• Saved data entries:
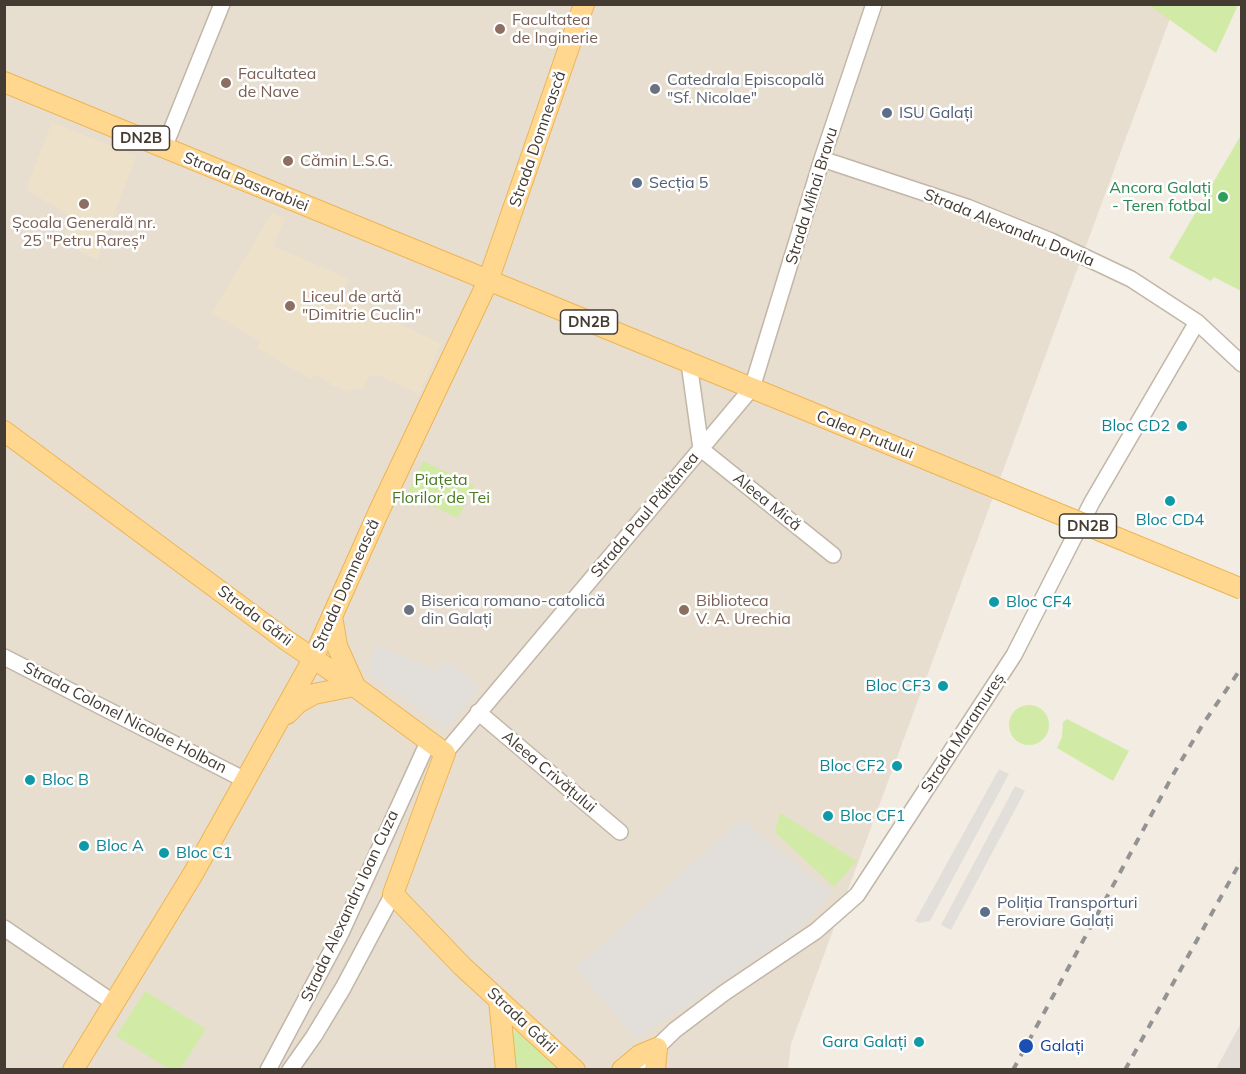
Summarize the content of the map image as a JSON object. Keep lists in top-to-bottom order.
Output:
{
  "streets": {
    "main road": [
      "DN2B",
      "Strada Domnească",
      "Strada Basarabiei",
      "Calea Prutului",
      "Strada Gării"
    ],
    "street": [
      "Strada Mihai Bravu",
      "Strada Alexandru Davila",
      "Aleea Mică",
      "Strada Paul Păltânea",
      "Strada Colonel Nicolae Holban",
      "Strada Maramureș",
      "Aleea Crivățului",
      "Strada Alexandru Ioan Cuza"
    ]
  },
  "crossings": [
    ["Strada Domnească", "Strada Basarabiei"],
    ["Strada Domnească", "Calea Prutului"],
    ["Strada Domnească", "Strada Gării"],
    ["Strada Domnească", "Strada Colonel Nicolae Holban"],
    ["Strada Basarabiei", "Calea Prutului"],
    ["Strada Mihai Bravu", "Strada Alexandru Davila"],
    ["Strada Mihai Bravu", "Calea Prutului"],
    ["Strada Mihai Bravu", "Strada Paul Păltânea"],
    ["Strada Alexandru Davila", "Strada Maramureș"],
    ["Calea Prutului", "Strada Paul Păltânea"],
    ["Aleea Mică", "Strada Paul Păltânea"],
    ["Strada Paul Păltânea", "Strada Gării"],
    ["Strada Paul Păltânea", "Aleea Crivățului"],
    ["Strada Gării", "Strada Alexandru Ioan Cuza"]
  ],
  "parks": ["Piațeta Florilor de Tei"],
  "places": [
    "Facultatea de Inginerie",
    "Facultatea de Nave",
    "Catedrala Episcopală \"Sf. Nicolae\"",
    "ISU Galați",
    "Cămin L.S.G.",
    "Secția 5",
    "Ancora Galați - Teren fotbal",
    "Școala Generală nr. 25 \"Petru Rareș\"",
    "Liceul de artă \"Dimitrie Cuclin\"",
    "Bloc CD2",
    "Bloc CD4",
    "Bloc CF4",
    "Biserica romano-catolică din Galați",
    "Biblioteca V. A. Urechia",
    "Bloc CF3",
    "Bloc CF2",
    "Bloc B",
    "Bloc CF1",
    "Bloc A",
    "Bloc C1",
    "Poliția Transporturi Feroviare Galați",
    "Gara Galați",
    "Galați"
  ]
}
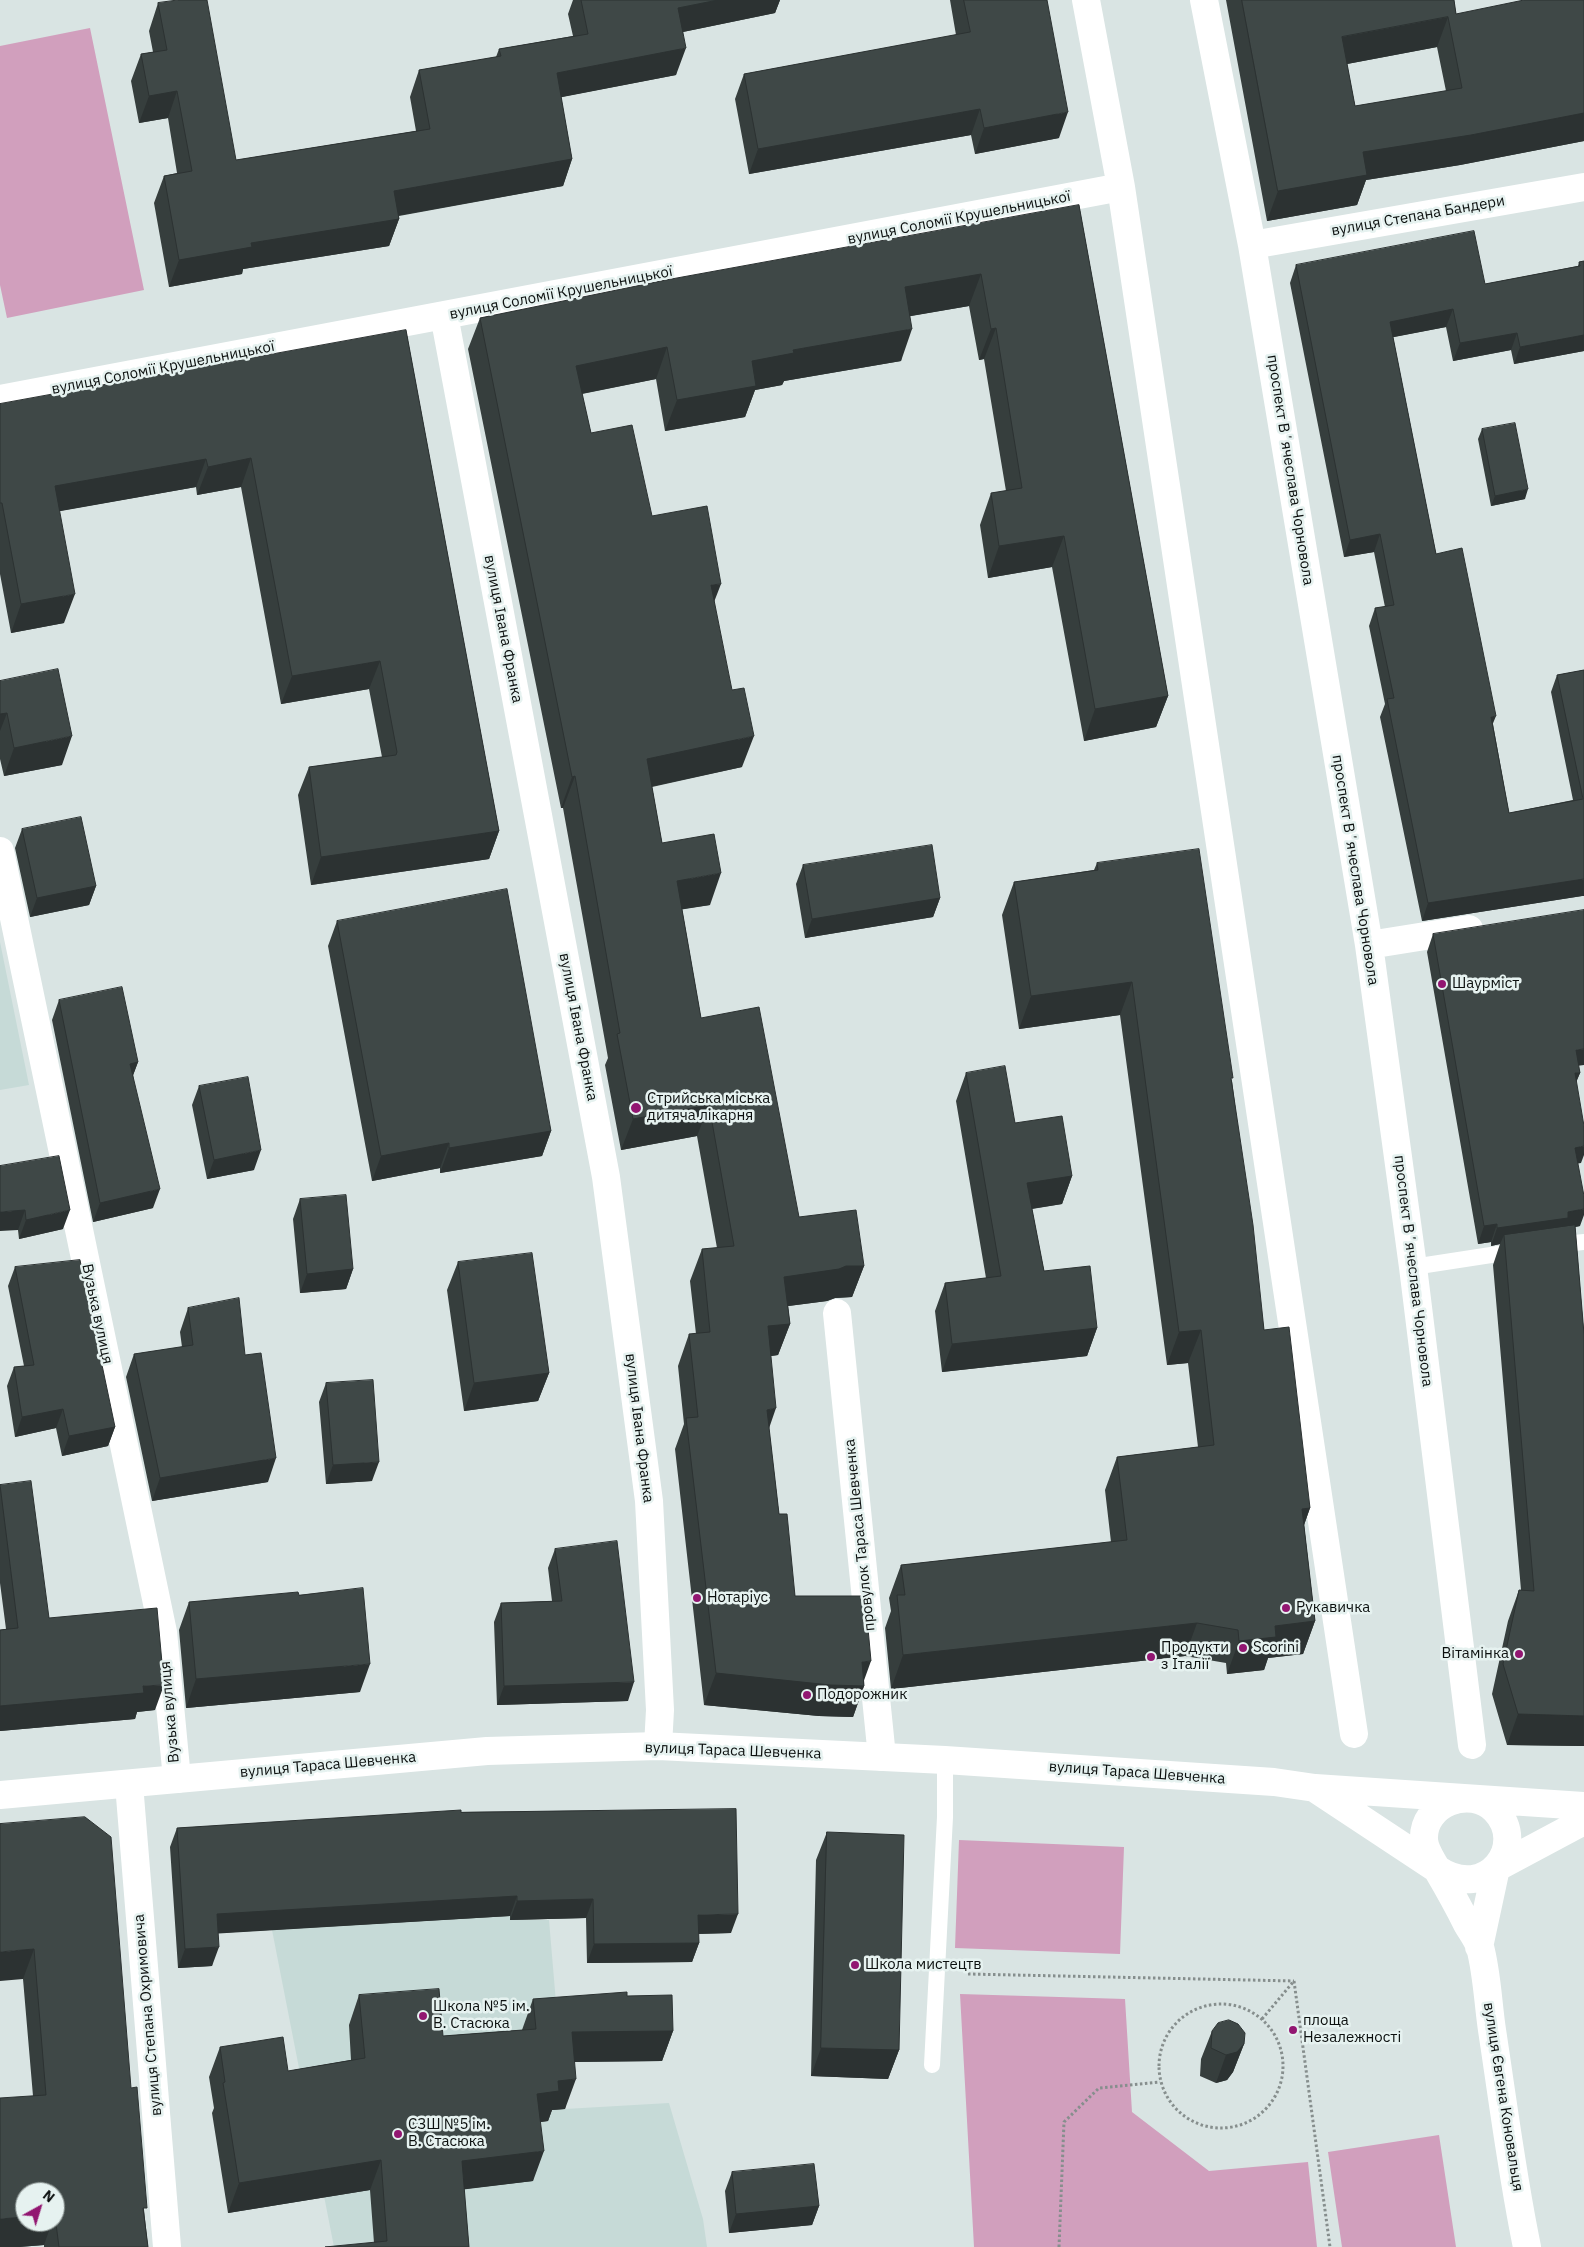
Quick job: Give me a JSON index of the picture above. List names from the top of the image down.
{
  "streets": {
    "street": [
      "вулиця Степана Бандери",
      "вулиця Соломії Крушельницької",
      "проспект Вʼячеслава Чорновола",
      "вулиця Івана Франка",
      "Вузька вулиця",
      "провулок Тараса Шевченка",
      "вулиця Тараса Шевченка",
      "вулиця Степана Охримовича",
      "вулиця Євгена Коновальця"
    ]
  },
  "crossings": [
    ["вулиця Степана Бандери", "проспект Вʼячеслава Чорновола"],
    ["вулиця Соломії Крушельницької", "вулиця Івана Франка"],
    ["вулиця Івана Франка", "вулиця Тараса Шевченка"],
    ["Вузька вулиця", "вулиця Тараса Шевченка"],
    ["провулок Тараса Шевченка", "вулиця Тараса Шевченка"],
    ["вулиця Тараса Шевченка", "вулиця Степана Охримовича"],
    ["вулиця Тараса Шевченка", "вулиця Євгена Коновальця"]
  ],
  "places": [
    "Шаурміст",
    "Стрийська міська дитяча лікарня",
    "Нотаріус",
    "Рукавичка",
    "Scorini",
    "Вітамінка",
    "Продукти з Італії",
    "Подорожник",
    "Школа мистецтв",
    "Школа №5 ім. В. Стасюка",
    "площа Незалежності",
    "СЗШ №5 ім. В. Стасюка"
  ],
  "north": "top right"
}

• Activity: Using the entries above, restate word for word every line from the one that contains "Quick job: Give" through the last.

• Response area:
Quick job: Give me a JSON index of the picture above. List names from the top of the image down.
{
  "streets": {
    "street": [
      "вулиця Степана Бандери",
      "вулиця Соломії Крушельницької",
      "проспект Вʼячеслава Чорновола",
      "вулиця Івана Франка",
      "Вузька вулиця",
      "провулок Тараса Шевченка",
      "вулиця Тараса Шевченка",
      "вулиця Степана Охримовича",
      "вулиця Євгена Коновальця"
    ]
  },
  "crossings": [
    ["вулиця Степана Бандери", "проспект Вʼячеслава Чорновола"],
    ["вулиця Соломії Крушельницької", "вулиця Івана Франка"],
    ["вулиця Івана Франка", "вулиця Тараса Шевченка"],
    ["Вузька вулиця", "вулиця Тараса Шевченка"],
    ["провулок Тараса Шевченка", "вулиця Тараса Шевченка"],
    ["вулиця Тараса Шевченка", "вулиця Степана Охримовича"],
    ["вулиця Тараса Шевченка", "вулиця Євгена Коновальця"]
  ],
  "places": [
    "Шаурміст",
    "Стрийська міська дитяча лікарня",
    "Нотаріус",
    "Рукавичка",
    "Scorini",
    "Вітамінка",
    "Продукти з Італії",
    "Подорожник",
    "Школа мистецтв",
    "Школа №5 ім. В. Стасюка",
    "площа Незалежності",
    "СЗШ №5 ім. В. Стасюка"
  ],
  "north": "top right"
}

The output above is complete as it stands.